Cécile Bühlmann betonte, wie befreiend sie damals die Kraft der Frauenbewegung erlebt hat, die nicht nur Gleichberechtigung forderte, sondern auch Schluss machen wollte mit einer repressiven „schwarzen“ Pädagogik – einer Pädagogik im Elternhaus und in der Schule, die auf Anpassung, Unterordnung und Verboten basierte. In den fünfzig Jahren seit der Entstehung des Films sei das Glas nun doch halb voll geworden mit einigen wichtigen Anliegen, die umgesetzt werden konnten.
Jakob Tanner verwies auf die vielfältigen Formen eines nicht nur politischen, sondern auch soziokulturellen Aufbruchs, der schon vor 1968 begonnen hatte und bis in die Mitte der Siebziger Jahre anhielt. Eines Aufbruchs, der sich verbunden fühlte mit grösseren, transnationalen Protest- und Befreiungsbewegungen, wie dem Protest gegen den Vietnamkrieg in den USA oder dem Kampf gegen Rassismus.
Eines Aufbruchs auch, der viele Bereiche erfasste und beispielsweise auch Lehrlingsgewerkschaften entstehen liess oder mehr Mitbestimmung und Mitgestaltung in Bildungsbelangen einforderte.
Elisabeth Joris schilderte eindrücklich, temperamentvoll und anhand konkreter Beispiele, wie repressiv noch bis in die achtziger Jahre „Ruhe und Ordnung“ als oberste Prinzipien gewaltet hatten und wie sehr von einer jungen Generation ein Ausbruch aus der Enge ersehnt wurde.

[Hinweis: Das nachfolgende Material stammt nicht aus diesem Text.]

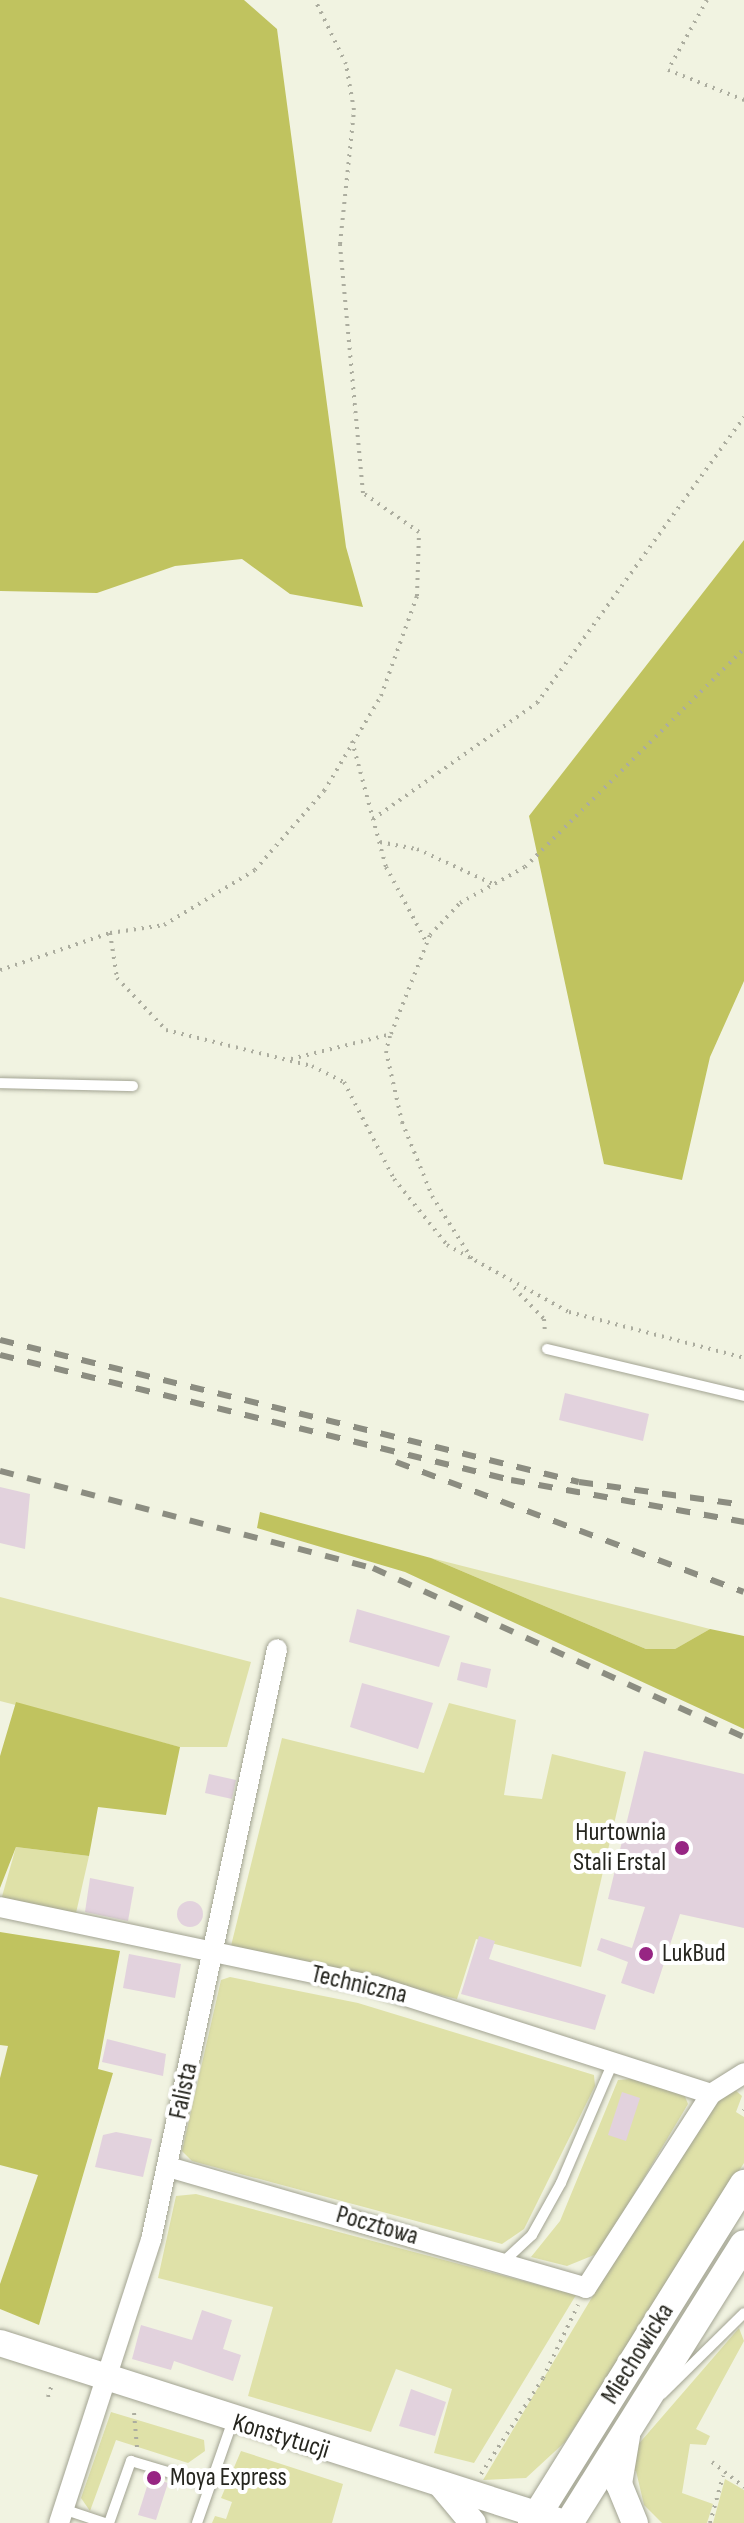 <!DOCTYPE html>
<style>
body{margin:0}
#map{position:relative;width:744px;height:2523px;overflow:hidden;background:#f1f3e1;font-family:"Sofia Sans Condensed",sans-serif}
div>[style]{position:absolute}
.green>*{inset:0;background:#dfe1a8}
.forest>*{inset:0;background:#c0c35f}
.building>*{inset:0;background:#e2d2dd}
.round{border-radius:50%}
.path>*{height:4px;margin-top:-2px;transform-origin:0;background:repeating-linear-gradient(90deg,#acad9f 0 2px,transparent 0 8px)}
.roads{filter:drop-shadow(0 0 2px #a2a392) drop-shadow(0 0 2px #a2a392)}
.service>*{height:10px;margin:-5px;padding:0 5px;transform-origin:5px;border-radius:5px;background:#fff}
.minor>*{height:20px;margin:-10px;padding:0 10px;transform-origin:10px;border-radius:10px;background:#fff}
.tertiary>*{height:26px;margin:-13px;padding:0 13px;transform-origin:13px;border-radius:13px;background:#fff}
.secondary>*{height:28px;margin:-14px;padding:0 14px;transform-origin:14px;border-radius:14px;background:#fff}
.rail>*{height:6px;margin-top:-3px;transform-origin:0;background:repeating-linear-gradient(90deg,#8c8d81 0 14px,transparent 0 28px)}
.dots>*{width:22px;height:22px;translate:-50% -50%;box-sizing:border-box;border:4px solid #fff;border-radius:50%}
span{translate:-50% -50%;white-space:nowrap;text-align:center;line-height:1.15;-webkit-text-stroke:8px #fff;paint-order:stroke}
.poi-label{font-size:26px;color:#26261f}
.right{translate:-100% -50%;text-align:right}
.left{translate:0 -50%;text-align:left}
.street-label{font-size:26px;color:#26261f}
</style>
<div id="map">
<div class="green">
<div style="clip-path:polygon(431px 1558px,710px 1629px,675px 1649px,646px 1649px)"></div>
<div style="clip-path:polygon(0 1597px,251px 1662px,227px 1747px,180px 1747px,0 1701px)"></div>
<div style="clip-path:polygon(449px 1703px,516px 1720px,504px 1795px,542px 1799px,552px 1754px,626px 1772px,581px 1967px,476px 1939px,457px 1999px,231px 1946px,282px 1738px,424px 1773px)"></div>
<div style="clip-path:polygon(16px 1847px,89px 1856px,76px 1913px,1px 1900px)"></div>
<div style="clip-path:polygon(230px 1977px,358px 2003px,594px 2075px,595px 2086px,524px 2229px,502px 2244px,192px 2161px,182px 2151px,221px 1980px)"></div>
<div style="clip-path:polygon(631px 2079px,684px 2094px,688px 2104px,599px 2253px,567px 2266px,531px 2257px,560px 2221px,618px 2080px)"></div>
<div style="clip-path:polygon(734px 2089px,742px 2096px,736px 2112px,744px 2117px,744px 2163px,565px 2442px,526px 2478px,483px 2480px,702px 2113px)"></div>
<div style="clip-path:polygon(196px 2194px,576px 2295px,474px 2463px,434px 2453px,452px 2389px,396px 2369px,371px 2432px,248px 2396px,273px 2307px,158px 2278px,176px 2196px)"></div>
<div style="clip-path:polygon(739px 2328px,744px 2341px,696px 2429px,710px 2436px,706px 2445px,690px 2444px,682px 2493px,713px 2504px,707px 2523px,662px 2523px,644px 2505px,636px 2471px,630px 2471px,636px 2447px)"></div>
<div style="clip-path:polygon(111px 2412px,204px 2440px,205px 2451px,188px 2463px,116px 2440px,90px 2511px,81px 2498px)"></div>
<div style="clip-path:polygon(241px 2451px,343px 2484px,332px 2523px,212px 2523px,215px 2516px,226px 2519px,232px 2502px,221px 2498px)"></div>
<div style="clip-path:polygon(725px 2479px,744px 2490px,744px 2523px,713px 2523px)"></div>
</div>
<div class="forest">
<div style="clip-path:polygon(0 0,244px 0,277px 29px,346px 547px,363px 607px,290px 594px,242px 559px,175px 566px,97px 593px,0 591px)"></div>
<div style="clip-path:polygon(744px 540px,744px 981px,710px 1057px,682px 1180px,604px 1164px,529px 816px)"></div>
<div style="clip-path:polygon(260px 1512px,431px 1558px,646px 1649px,675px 1649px,710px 1629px,744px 1636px,744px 1729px,405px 1572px,257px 1528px)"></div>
<div style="clip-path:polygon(16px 1702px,180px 1747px,166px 1815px,98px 1807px,89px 1856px,16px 1847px,0 1888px,0 1756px)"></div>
<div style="clip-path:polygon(0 1932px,120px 1951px,98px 2069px,113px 2073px,39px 2325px,0 2309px,0 2284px,38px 2175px,0 2165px,0 2078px,8px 2046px,0 2045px)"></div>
</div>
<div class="building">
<div style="clip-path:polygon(565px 1393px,649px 1414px,643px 1441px,559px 1420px)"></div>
<div style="clip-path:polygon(0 1487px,30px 1494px,25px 1549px,0 1543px)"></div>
<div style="clip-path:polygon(357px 1609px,450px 1636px,439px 1667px,349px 1642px)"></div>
<div style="clip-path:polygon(461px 1662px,491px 1669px,487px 1688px,457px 1680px)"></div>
<div style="clip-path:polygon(362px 1683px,433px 1703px,418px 1749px,350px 1727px)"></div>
<div style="clip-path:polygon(644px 1751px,744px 1774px,744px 1928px,680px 1914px,654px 1994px,621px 1983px,628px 1962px,597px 1950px,601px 1938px,632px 1948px,645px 1907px,608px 1899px)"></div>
<div style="clip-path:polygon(209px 1774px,236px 1780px,232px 1799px,205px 1793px)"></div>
<div style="clip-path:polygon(90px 1878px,134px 1887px,128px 1921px,85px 1912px)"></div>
<div class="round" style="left:177px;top:1901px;width:26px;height:26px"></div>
<div style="clip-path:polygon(479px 1936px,495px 1941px,489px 1959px,606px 1995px,595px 2030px,461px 1994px)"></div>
<div style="clip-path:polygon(129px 1954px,181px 1964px,175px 1998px,123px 1988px)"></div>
<div style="clip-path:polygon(107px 2039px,166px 2054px,163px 2076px,102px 2062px)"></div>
<div style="clip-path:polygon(622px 2092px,640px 2098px,626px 2141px,608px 2135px)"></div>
<div style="clip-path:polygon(116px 2132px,152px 2139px,143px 2177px,95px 2167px,103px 2135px)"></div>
<div style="clip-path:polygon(202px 2310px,232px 2320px,223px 2349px,241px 2355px,233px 2381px,174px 2361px,171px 2370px,132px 2359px,141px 2325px,192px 2340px)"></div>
<div style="clip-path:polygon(411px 2389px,446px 2402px,435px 2436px,399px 2426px)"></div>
<div style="clip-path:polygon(150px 2477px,168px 2483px,156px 2520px,138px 2515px)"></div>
</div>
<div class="path">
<div style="left:707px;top:0;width:80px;rotate:119.1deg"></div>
<div style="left:668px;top:70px;width:82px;rotate:21.5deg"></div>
<div style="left:352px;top:741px;width:131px;rotate:74.9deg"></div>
<div style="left:386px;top:867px;width:86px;rotate:61.7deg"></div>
<div style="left:373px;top:819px;width:201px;rotate:-35.3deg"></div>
<div style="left:537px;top:703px;width:353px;rotate:-54.1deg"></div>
<div style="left:380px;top:842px;width:38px;rotate:11deg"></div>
<div style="left:417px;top:849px;width:84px;rotate:24.7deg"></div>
<div style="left:110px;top:933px;width:55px;rotate:-8.4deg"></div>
<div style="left:164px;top:925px;width:106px;rotate:-31.1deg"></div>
<div style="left:255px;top:870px;width:105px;rotate:-48.9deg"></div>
<div style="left:324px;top:791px;width:111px;rotate:-59deg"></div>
<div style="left:381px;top:696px;width:106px;rotate:-70.2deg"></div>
<div style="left:417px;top:596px;width:64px;rotate:-88.2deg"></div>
<div style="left:419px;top:532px;width:68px;rotate:-145.1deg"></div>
<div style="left:363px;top:493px;width:250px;rotate:-95.3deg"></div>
<div style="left:340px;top:244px;width:135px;rotate:-84deg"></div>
<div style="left:354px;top:110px;width:47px;rotate:-99.9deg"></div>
<div style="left:346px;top:64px;width:71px;rotate:-115.8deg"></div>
<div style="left:0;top:970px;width:116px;rotate:-18.6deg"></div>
<div style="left:110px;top:933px;width:46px;rotate:81.2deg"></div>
<div style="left:117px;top:978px;width:71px;rotate:46.7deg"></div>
<div style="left:166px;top:1030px;width:150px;rotate:13.9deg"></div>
<div style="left:312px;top:1066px;width:36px;rotate:27deg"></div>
<div style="left:344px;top:1082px;width:109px;rotate:62.7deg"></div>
<div style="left:394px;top:1179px;width:85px;rotate:51.2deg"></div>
<div style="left:447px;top:1245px;width:139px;rotate:28.8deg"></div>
<div style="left:569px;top:1312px;width:181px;rotate:14.7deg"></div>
<div style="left:390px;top:1036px;width:16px;rotate:105deg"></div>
<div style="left:386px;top:1051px;width:73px;rotate:77.3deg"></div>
<div style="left:402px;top:1122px;width:80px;rotate:67.9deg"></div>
<div style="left:432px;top:1196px;width:75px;rotate:57.6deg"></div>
<div style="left:291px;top:1059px;width:103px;rotate:-14deg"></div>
<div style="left:391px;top:1034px;width:106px;rotate:-68.5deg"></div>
<div style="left:430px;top:935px;width:44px;rotate:-46.8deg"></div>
<div style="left:460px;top:903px;width:74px;rotate:-29deg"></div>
<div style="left:525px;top:867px;width:309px;rotate:-44.9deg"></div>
<div style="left:514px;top:1288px;width:43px;rotate:45.9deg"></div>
<div style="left:544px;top:1319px;width:16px;rotate:86deg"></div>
<div style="left:743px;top:2111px;width:1px;rotate:-45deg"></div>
<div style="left:48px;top:2397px;width:14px;rotate:-73deg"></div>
<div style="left:134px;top:2413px;width:37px;rotate:85deg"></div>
<div style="left:712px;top:2462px;width:41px;rotate:38deg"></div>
<div style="left:481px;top:2474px;width:114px;rotate:-57.1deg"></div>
<div style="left:543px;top:2378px;width:81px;rotate:-64.4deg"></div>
<div style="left:710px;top:2523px;width:49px;rotate:-74.5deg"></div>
</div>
<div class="roads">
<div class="service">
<div style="left:0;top:1083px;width:133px;rotate:1.3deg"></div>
<div style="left:547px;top:1349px;width:203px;rotate:13.4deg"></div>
<div style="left:502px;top:2263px;width:41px;rotate:-43deg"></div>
<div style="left:532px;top:2235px;width:60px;rotate:-60.9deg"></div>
<div style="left:561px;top:2183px;width:134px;rotate:-66.7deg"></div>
<div style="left:662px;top:2394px;width:115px;rotate:-44.6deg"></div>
<div style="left:63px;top:2509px;width:44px;rotate:18.4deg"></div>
<div style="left:109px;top:2523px;width:66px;rotate:-70.5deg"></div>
<div style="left:131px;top:2461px;width:84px;rotate:16.7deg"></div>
<div style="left:197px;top:2523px;width:106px;rotate:-70.7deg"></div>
</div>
<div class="minor">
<div style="left:0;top:1907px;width:383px;rotate:11.9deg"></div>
<div style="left:375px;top:1986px;width:353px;rotate:17.8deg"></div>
<div style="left:168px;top:2167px;width:435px;rotate:16.1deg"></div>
<div style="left:586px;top:2288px;width:231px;rotate:-57.2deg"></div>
<div style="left:711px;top:2094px;width:39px;rotate:-32deg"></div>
<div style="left:59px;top:2523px;width:298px;rotate:-72deg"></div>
<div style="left:151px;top:2240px;width:604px;rotate:-77.96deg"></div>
</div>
<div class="tertiary">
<div style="left:0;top:2343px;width:592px;rotate:17.7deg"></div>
<div style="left:627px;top:2436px;width:49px;rotate:99.5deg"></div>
<div style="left:619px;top:2484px;width:42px;rotate:67.7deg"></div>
<div style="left:442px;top:2486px;width:48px;rotate:50deg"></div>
</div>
<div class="secondary">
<div style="left:532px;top:2523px;width:400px;rotate:-58deg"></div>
<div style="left:569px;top:2523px;width:329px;rotate:-57.9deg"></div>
</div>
</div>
<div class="rail">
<div style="left:0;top:1340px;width:596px;rotate:13.78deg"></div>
<div style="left:579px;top:1482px;width:167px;rotate:7.9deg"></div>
<div style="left:0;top:1355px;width:526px;rotate:13.75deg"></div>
<div style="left:511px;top:1480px;width:237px;rotate:10.2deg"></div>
<div style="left:396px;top:1462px;width:371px;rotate:20.5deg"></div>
<div style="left:0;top:1471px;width:385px;rotate:14.6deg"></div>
<div style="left:373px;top:1568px;width:408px;rotate:24.5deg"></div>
</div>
<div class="dots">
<div style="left:682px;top:1848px;background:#972583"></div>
<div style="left:646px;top:1954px;background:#972583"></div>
<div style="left:154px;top:2478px;background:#972583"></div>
</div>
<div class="poi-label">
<span class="right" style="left:666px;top:1848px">Hurtownia<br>Stali Erstal</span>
<span class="left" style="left:662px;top:1954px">LukBud</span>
<span class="left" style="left:170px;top:2478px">Moya Express</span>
</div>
<div class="street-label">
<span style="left:359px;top:1985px;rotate:13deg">Techniczna</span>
<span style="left:184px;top:2091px;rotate:-78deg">Falista</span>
<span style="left:377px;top:2226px;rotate:16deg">Pocztowa</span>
<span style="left:638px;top:2354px;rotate:-58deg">Miechowicka</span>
<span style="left:281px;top:2437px;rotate:17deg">Konstytucji</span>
</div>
</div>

Dass nicht wenige Bürgerinnen und Bürger von direkten oder indirekten Berufsverboten betroffen waren, wenn sie sich kritisch gegen die hehre Militärpflicht äusserten oder sich gegen die fremdenfeindlichen Überfremdungsinitiativen engagierten.
Alle ReferentInnen erachten den Film als ein wertvolles Zeitdokument, das der Öffentlichkeit erhalten werden muss, weil es mit direkt Betroffenen eine breit gefächerte Neuerungsbewegung dokumentiert.